3. Memory and I/O Optimization: The entire indexing scheme involves sorting edges and arranging graph structures to facilitate linear scans during query processing, minimizing costly random disk accesses.

Query Processing

Queries are processed in three stages:

1. Forward Search: Initiate from the query's source node and traverse the augmented graph along higher-ranking paths, constrained by the order in which nodes are processed (increasing rank).
2. Core Search: Engage with the in-memory core graph, continuing to use a priority-based search to further expand paths discovered during the forward search.
3. Backward Search: Sequentially review the backward graph in reverse node order to refine distance calculations for nodes not included in the core.

This method ensures every query efficiently utilizes main memory for parts of the graph, complemented by disk-based operations carefully designed to emulate linear scans.

Performance Evaluation

HoD significantly reduces pre-computation time and space requirements when compared with existing solutions like VC-Index while achieving superior query response times. On undirected graphs, HoD is shown to outperform alternatives by margins that often reach an order of magnitude when handling massive datasets. Its ability to effectively handle directed graphs similarly marks a substantial improvement over existing methods constrained to undirected data.
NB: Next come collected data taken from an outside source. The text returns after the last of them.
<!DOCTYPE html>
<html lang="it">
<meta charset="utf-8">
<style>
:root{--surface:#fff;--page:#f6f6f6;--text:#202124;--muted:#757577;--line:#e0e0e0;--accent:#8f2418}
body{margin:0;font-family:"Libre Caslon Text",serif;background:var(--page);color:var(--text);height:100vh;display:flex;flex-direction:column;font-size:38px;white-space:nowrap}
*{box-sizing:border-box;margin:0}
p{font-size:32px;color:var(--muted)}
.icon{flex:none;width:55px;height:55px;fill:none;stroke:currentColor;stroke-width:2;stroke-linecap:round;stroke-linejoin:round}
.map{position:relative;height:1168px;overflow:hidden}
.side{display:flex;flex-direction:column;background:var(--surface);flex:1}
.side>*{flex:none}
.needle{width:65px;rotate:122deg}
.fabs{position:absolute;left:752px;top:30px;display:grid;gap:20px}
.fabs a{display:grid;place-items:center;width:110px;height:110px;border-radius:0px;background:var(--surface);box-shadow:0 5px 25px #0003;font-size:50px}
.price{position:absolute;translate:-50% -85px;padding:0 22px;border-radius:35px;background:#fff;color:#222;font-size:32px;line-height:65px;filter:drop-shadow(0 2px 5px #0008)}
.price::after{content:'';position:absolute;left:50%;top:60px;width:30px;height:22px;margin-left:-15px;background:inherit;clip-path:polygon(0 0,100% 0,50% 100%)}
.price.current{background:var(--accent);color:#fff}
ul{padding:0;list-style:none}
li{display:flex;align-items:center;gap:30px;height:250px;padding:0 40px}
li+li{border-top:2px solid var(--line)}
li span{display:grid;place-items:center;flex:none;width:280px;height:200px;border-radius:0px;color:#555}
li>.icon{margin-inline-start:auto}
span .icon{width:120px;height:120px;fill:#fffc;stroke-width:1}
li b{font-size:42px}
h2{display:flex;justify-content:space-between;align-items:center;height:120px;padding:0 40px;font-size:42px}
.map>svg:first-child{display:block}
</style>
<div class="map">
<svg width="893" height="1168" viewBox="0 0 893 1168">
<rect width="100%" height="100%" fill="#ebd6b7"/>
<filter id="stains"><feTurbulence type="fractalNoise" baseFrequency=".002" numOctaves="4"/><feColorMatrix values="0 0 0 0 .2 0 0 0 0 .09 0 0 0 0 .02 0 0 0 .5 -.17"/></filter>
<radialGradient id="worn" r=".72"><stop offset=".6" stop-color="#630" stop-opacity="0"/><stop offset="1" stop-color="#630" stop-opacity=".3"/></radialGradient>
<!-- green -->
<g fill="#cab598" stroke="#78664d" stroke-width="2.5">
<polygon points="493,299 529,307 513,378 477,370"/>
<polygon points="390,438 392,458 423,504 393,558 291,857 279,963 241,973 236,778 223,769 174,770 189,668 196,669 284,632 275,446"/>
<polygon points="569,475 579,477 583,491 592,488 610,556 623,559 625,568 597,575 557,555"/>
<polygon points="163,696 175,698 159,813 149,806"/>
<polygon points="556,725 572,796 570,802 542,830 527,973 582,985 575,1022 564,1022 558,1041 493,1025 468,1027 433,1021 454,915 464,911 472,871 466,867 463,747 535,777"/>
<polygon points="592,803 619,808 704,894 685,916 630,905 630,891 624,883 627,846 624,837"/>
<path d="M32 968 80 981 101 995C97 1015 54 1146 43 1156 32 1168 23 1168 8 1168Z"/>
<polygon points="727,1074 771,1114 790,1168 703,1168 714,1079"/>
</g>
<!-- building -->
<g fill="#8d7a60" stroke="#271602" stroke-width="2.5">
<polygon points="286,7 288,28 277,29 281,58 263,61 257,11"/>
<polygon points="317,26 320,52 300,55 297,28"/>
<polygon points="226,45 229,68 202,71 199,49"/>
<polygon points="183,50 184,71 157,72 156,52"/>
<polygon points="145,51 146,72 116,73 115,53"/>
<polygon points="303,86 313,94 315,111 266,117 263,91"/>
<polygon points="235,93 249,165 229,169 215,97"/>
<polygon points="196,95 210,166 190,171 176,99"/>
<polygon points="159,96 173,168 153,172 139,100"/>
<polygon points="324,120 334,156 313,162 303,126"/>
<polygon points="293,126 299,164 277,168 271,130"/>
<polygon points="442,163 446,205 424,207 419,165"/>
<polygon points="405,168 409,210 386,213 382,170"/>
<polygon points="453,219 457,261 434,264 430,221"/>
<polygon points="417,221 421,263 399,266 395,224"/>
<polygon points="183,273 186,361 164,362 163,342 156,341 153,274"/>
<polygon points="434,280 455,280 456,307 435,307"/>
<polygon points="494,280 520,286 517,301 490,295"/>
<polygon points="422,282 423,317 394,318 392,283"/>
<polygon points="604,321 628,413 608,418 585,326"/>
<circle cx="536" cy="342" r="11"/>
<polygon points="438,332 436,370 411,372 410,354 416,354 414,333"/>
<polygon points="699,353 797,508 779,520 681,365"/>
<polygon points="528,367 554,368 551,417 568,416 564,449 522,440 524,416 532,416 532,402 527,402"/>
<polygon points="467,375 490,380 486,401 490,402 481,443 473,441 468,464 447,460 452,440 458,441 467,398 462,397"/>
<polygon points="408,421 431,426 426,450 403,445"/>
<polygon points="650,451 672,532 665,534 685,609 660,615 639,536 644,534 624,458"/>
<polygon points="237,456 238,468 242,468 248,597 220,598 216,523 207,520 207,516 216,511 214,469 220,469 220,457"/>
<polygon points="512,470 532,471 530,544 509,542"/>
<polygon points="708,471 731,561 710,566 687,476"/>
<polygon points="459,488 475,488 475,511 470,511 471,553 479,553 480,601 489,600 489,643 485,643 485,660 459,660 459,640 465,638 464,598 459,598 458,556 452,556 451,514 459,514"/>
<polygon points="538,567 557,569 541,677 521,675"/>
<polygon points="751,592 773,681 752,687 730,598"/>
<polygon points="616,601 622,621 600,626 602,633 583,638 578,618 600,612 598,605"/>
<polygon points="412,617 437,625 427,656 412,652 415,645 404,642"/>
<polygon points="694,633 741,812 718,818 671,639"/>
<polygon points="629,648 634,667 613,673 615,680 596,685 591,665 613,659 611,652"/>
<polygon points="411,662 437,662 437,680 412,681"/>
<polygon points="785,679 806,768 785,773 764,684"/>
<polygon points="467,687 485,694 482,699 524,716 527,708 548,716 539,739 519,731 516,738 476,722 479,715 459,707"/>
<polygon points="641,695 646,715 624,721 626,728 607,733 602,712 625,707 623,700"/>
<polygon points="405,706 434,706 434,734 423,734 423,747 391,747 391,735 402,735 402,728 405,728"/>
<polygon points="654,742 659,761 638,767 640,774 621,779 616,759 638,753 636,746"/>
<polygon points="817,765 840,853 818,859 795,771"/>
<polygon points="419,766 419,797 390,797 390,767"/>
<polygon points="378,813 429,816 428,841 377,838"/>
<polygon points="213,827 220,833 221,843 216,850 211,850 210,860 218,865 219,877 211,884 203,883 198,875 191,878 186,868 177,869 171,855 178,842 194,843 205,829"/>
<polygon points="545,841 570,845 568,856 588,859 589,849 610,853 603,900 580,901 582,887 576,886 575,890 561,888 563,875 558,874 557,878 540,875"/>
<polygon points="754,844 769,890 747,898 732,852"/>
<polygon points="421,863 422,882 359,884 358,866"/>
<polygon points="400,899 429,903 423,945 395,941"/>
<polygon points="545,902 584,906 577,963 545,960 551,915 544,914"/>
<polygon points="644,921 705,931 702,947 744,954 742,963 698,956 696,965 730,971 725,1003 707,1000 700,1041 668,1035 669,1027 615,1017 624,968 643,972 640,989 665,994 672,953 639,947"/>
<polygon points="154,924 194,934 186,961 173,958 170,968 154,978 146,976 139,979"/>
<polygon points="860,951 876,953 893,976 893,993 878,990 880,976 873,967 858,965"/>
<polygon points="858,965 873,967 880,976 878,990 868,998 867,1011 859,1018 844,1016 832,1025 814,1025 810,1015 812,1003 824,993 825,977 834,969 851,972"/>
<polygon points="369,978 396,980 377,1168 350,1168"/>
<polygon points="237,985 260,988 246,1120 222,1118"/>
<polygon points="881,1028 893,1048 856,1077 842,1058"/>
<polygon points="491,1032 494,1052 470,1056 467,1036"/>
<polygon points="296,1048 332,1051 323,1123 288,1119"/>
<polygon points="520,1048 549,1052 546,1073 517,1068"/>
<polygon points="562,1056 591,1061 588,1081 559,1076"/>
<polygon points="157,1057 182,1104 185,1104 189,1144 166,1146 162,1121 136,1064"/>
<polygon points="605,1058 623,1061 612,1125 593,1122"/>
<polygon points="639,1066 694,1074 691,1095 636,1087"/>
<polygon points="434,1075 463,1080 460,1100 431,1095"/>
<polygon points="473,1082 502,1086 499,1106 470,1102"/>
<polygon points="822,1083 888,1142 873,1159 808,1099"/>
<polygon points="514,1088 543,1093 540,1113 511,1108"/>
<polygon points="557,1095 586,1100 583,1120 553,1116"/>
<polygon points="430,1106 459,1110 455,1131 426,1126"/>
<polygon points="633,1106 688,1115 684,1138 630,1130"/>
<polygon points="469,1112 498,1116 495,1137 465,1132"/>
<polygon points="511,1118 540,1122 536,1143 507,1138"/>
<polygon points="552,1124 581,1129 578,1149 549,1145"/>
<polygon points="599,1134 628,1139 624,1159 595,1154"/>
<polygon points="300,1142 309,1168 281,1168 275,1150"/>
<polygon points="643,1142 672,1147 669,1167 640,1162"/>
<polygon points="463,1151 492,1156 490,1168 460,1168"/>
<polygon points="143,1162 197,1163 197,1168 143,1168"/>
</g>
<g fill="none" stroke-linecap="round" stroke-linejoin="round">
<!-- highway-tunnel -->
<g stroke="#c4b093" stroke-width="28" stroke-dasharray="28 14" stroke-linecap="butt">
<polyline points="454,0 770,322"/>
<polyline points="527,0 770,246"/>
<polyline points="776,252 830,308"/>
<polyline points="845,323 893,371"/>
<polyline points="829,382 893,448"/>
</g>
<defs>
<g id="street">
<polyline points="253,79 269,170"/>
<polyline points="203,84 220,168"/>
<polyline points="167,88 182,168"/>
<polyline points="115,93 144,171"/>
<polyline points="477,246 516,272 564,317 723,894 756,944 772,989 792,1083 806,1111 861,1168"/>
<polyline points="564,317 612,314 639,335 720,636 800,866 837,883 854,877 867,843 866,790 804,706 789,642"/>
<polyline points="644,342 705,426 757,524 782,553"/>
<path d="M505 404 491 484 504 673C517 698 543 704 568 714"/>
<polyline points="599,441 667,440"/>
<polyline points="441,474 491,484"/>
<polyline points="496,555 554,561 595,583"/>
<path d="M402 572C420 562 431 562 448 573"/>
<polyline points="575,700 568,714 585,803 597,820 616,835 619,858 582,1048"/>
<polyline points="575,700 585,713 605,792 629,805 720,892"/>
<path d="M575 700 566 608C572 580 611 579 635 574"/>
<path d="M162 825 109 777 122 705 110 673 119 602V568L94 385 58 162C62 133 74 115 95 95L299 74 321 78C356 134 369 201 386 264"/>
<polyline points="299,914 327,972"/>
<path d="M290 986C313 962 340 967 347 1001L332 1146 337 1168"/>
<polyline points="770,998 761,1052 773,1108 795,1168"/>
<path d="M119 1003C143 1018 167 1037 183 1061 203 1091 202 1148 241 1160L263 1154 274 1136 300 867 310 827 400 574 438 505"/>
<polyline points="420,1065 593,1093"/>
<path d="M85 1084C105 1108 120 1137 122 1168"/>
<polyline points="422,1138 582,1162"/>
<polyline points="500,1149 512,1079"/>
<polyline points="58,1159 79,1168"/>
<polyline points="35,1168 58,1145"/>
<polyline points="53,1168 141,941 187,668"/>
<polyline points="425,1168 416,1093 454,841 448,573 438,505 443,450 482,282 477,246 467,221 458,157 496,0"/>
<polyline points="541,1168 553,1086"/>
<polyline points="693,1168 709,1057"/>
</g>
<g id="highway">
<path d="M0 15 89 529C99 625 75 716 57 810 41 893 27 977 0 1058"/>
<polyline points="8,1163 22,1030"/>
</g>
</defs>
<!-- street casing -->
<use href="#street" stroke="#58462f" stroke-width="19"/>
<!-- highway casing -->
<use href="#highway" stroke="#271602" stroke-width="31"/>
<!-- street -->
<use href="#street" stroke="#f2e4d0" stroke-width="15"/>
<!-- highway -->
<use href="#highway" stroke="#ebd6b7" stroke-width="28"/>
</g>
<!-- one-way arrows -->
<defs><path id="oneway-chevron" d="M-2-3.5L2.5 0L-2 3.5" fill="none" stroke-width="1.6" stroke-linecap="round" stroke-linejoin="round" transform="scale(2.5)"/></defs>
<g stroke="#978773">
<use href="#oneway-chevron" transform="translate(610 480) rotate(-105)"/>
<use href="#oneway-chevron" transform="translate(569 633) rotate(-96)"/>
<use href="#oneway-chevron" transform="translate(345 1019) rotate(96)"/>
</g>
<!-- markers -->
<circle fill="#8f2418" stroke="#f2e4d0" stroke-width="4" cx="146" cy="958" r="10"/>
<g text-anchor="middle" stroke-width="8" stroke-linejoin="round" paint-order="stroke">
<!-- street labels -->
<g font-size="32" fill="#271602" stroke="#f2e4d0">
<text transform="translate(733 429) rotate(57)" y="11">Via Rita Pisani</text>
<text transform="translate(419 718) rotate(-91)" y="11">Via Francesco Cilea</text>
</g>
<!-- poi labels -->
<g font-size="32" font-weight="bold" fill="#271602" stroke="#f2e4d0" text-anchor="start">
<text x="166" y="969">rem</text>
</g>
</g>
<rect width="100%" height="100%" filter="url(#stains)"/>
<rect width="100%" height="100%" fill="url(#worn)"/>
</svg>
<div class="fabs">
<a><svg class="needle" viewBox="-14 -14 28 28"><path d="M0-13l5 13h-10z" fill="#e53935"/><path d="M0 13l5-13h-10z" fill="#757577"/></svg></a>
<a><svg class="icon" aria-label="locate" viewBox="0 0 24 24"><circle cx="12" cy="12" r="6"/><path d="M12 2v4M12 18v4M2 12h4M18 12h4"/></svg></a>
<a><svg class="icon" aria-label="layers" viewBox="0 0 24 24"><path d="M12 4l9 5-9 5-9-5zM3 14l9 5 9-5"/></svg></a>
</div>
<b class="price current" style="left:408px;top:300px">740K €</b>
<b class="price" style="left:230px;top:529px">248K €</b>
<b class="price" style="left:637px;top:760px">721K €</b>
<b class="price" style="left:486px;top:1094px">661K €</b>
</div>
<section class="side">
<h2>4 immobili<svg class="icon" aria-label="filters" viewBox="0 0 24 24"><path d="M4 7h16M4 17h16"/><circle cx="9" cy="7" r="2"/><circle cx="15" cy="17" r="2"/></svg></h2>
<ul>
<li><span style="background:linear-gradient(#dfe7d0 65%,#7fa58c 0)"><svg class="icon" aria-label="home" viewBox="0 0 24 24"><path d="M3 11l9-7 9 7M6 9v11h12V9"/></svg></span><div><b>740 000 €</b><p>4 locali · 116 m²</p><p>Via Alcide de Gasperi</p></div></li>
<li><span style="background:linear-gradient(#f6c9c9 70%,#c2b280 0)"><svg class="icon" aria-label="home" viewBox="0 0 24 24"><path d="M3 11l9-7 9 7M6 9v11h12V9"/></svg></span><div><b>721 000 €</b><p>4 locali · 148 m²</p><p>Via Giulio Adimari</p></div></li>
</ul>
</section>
Implications and Future Directions

HoD's focus on scalability and efficient disk usage presents it as a critical tool for real-world applications like social networks and map services utilizing massive graph data. Future work might explore extending this framework to accommodate dynamic graphs that evolve over time or integrating point-to-point shortest path queries within this disk-based framework, broadening its applicability in practical and varied scenarios.

In conclusion, HoD provides a robust foundation for SSD and SSSP queries on large-scale graph datasets, with significant potential to drive future advancements in large graph processing frameworks.